For the first time, scientists have shown that a major protein acts as a direct block in multiple stages of DNA replication, improving our understanding of how cancer develops. 

Researchers studied the fundamental mechanics of DNA replication in yeast, particularly looking at the role of telomeres. By studying DNA replication in a test tube, the team found that an essential protein can block multiple levels of the accurate copying of DNA, which is known to contribute to the development of cancer. Telomeres are short, repetitive sequences of DNA found at the end of chromosomes. Healthy, normal cell division is carefully controlled and telomeres have an important function, acting like a protective cap during each cell division. Without telomeres, our DNA would degrade with each cell cycle, subsequently becoming unstable with increased chance of developing cancerous mutations. 

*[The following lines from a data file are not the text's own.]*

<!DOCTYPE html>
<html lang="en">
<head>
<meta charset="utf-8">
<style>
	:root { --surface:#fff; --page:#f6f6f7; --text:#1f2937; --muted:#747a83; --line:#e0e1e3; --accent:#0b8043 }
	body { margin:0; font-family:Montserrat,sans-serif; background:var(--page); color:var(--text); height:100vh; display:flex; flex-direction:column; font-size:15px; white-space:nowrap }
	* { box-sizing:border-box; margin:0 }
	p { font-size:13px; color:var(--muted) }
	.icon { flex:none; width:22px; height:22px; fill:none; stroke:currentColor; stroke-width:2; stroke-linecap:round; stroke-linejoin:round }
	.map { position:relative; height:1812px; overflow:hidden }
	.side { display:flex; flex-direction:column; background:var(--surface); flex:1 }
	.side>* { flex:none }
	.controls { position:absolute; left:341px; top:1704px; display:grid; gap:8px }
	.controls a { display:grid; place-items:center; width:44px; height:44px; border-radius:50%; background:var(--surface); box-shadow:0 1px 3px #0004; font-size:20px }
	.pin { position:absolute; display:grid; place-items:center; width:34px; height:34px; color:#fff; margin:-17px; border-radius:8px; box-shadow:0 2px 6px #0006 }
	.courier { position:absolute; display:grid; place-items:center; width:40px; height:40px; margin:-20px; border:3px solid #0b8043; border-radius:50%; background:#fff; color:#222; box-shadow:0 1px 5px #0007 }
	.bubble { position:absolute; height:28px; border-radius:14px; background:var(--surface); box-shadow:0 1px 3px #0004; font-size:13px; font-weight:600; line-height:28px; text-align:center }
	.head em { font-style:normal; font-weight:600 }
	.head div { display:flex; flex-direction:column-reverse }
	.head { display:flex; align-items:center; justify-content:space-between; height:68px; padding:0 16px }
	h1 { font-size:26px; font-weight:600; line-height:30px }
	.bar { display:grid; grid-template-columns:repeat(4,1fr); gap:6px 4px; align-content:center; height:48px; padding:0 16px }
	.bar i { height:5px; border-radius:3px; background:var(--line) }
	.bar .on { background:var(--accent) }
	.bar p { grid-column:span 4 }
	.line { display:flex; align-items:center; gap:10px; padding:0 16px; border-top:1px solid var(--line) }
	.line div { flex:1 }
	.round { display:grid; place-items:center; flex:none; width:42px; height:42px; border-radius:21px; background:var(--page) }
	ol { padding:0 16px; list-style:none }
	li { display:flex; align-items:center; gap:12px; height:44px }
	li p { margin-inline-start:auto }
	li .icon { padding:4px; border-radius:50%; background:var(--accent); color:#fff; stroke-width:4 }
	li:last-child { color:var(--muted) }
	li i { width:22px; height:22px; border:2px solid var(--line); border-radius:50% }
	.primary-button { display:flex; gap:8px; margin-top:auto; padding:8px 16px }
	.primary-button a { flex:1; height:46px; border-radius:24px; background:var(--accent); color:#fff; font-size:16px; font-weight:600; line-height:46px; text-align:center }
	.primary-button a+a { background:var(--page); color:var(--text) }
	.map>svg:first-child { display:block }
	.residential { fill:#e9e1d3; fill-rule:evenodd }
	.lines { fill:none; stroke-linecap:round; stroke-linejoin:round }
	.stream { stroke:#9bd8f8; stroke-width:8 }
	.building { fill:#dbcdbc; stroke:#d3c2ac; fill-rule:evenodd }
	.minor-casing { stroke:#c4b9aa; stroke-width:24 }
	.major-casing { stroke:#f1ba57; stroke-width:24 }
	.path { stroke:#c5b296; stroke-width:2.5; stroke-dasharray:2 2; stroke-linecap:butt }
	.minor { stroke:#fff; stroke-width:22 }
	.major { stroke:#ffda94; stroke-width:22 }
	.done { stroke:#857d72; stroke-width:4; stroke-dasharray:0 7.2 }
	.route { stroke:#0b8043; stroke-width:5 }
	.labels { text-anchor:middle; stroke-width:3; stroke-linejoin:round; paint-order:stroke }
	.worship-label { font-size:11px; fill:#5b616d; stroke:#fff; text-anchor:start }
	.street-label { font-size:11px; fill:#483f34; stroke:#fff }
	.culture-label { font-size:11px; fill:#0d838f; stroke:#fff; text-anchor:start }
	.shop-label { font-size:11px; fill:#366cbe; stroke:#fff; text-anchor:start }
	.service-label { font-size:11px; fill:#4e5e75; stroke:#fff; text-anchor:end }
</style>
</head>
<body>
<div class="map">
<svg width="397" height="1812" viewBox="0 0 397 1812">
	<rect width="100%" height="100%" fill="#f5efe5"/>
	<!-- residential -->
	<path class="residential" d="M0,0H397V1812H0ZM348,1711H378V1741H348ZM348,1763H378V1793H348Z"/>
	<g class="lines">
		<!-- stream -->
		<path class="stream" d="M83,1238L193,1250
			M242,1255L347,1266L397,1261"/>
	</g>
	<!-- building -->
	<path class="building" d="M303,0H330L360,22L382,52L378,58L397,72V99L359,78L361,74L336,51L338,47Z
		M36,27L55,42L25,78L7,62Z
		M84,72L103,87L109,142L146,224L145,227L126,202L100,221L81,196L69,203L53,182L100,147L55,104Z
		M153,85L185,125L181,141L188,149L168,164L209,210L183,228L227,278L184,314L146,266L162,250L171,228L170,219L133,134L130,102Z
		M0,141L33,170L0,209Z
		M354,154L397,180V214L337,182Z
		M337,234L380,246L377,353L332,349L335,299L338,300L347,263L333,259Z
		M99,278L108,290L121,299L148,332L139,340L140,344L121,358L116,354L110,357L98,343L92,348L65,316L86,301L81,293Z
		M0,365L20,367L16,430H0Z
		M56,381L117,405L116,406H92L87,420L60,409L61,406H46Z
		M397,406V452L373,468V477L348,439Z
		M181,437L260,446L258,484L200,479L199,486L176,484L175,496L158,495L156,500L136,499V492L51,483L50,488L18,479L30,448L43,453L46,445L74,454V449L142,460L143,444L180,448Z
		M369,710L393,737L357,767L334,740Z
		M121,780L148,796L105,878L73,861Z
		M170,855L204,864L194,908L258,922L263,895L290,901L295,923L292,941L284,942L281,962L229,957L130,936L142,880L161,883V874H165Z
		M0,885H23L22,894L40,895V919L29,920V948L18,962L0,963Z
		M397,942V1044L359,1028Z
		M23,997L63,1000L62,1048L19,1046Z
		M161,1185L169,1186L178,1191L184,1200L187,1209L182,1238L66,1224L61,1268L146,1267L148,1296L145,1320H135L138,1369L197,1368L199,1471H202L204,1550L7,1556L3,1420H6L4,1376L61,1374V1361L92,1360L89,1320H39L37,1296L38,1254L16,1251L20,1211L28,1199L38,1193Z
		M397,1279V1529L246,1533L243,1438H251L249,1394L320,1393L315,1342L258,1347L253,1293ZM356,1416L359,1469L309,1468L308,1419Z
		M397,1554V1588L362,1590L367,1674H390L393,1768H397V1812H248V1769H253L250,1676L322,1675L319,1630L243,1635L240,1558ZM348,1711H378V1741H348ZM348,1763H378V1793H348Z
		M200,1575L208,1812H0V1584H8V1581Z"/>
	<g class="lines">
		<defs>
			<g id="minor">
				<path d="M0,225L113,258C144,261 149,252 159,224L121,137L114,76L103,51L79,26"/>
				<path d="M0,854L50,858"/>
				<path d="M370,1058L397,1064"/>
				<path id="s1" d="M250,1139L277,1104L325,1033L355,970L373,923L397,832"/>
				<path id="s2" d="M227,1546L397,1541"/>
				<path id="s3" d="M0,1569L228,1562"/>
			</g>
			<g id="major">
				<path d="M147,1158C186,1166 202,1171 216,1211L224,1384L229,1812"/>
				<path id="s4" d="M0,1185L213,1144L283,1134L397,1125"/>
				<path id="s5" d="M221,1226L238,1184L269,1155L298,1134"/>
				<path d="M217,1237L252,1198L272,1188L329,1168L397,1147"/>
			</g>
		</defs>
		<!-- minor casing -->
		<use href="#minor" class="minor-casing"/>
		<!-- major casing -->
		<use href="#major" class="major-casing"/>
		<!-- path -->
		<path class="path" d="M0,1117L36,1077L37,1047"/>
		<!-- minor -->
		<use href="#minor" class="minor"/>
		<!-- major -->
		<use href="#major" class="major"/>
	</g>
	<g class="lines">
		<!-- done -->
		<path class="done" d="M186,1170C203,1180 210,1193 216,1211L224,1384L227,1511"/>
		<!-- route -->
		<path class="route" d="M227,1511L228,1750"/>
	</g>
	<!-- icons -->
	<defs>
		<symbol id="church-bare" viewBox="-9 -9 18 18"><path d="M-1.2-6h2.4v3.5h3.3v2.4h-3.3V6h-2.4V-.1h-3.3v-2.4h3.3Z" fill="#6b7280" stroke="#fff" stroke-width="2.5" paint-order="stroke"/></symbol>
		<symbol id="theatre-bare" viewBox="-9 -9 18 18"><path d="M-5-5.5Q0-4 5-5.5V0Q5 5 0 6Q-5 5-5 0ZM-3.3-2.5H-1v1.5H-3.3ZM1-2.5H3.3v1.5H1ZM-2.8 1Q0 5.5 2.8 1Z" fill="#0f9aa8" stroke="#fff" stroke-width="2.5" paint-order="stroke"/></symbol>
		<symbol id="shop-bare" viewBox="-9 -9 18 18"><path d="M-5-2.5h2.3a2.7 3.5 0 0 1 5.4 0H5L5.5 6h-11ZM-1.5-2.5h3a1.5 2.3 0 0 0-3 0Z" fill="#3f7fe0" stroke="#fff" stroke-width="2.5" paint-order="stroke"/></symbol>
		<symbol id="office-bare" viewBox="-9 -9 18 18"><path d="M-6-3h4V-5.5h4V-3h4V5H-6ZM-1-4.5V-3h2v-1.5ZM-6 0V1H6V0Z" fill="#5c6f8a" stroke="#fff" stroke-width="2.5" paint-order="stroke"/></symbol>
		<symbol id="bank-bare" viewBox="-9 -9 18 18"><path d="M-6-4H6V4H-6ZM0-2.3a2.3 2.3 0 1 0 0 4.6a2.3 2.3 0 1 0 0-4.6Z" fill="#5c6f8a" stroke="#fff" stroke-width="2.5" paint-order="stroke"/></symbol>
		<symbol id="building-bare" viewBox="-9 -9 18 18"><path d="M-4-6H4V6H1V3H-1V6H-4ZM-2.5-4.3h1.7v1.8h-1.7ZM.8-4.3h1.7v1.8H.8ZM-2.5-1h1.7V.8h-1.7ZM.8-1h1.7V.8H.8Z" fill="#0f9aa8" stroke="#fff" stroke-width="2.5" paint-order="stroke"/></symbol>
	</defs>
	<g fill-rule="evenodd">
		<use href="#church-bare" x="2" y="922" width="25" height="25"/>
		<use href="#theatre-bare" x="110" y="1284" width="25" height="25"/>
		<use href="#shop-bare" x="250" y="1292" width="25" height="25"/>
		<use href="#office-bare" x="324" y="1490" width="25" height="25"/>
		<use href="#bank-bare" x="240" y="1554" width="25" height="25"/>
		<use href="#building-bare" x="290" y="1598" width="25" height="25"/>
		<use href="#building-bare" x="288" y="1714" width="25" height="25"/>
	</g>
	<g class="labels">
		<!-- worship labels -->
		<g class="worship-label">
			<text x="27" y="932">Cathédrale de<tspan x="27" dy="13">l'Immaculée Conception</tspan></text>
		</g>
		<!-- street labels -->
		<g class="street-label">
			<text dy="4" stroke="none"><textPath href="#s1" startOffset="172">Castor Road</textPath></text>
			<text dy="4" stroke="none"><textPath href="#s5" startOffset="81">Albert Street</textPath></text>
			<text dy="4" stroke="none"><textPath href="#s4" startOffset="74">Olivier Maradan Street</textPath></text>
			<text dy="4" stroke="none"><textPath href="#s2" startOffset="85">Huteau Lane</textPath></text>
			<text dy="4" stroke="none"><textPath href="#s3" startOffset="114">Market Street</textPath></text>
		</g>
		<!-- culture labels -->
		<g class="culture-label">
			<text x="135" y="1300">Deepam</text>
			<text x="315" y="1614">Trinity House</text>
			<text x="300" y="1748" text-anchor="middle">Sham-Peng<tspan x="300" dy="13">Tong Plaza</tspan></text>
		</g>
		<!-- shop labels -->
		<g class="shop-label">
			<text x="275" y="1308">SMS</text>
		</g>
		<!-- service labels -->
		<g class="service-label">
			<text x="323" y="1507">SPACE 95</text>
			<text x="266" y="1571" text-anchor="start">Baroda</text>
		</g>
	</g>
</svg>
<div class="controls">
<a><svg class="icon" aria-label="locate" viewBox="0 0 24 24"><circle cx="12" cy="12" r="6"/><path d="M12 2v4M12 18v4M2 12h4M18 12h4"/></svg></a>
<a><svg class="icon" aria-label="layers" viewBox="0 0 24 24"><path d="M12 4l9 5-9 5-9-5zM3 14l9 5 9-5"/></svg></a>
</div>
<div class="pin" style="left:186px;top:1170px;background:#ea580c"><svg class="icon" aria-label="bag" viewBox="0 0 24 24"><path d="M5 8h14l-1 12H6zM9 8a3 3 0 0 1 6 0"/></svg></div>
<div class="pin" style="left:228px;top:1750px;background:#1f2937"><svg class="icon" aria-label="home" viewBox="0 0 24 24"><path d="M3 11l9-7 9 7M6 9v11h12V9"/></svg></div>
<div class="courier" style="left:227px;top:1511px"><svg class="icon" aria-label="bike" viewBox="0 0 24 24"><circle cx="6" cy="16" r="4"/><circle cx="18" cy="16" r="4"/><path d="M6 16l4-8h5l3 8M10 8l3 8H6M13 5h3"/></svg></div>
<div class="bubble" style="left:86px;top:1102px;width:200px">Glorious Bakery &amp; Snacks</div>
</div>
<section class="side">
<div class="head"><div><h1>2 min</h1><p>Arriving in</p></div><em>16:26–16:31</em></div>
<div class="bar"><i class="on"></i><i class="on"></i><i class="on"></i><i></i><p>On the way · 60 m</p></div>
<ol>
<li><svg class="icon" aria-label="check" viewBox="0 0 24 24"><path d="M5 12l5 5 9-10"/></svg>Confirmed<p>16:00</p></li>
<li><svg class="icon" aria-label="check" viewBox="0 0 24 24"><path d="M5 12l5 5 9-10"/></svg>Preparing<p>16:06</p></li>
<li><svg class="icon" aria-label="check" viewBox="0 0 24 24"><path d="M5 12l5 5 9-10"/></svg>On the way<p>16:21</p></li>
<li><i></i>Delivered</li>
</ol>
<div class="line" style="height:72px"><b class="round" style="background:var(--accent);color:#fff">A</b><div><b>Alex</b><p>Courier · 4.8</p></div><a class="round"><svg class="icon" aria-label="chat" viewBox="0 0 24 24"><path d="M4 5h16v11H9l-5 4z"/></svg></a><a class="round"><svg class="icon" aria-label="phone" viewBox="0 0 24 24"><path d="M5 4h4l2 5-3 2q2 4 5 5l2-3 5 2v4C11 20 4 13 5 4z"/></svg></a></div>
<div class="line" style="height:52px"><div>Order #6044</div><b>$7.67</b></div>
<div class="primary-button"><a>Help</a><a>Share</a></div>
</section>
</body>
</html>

Unpicking the processes of DNA replication

By using an existing test tube model developed for budding yeast, scientists at The Institute of Cancer Research, London and the Francis Crick Institute were able to unpick the underlying processes of DNA replication in detail.

The study showed that the major telomere binding protein, Rap1, and not telomere DNA itself, mostly inhibits accurate DNA replication and it does this on multiple fronts. If DNA is not replicated accurately, this can lead to genomic instability, a contributing cause of cancer development. By studying a pure test tube system, the scientists saw that telomere DNA alone did not strongly affect DNA replication. By adding Rap1 to this system, however, they saw a very strong effect. The research is published in the journal Nucleic Acids Research and funded by a Cancer Research UK Career Development Award, the Francis Crick Institute, Wellcome, and the European Research Council (ERC).

Historically, researchers used this budding yeast system as a template to understand standard DNA processes. The use of this system in understanding the role of telomeres in DNA replication represents an important basis for the ICR’s research into fundamental cancer biology. Scientists at the ICR can now build on this study to understand the molecular detail of how telomeres are successfully inherited during each cell division cycle. 

Next steps

Now that scientists have used the system to understand the role of telomeres in budding yeast DNA replication, they now hope to develop this insight to understand how telomeres work in human cells.  

Dr. Max Douglas, Telomere Biology Team Leader at The Institute of Cancer Research, London and one of the authors of the study, said:

“Telomeres are completely intertwined with the development and progression of cancer at multiple levels. If you fail to copy telomeres, you can end up losing them from the ends of the chromosomes. This drives genome instability, which is a major cause of cancer.

“We found that telomere DNA has no real effect, or a very weak effect on DNA replication. Proteins have a strong effect and they are affecting multiple, separate events during the replication process. This is specifically a problem on the lagging strand. Longer term, this should help us understand how telomeres can become lost during DNA replication, which in human cells can drive a cell towards becoming cancerous.”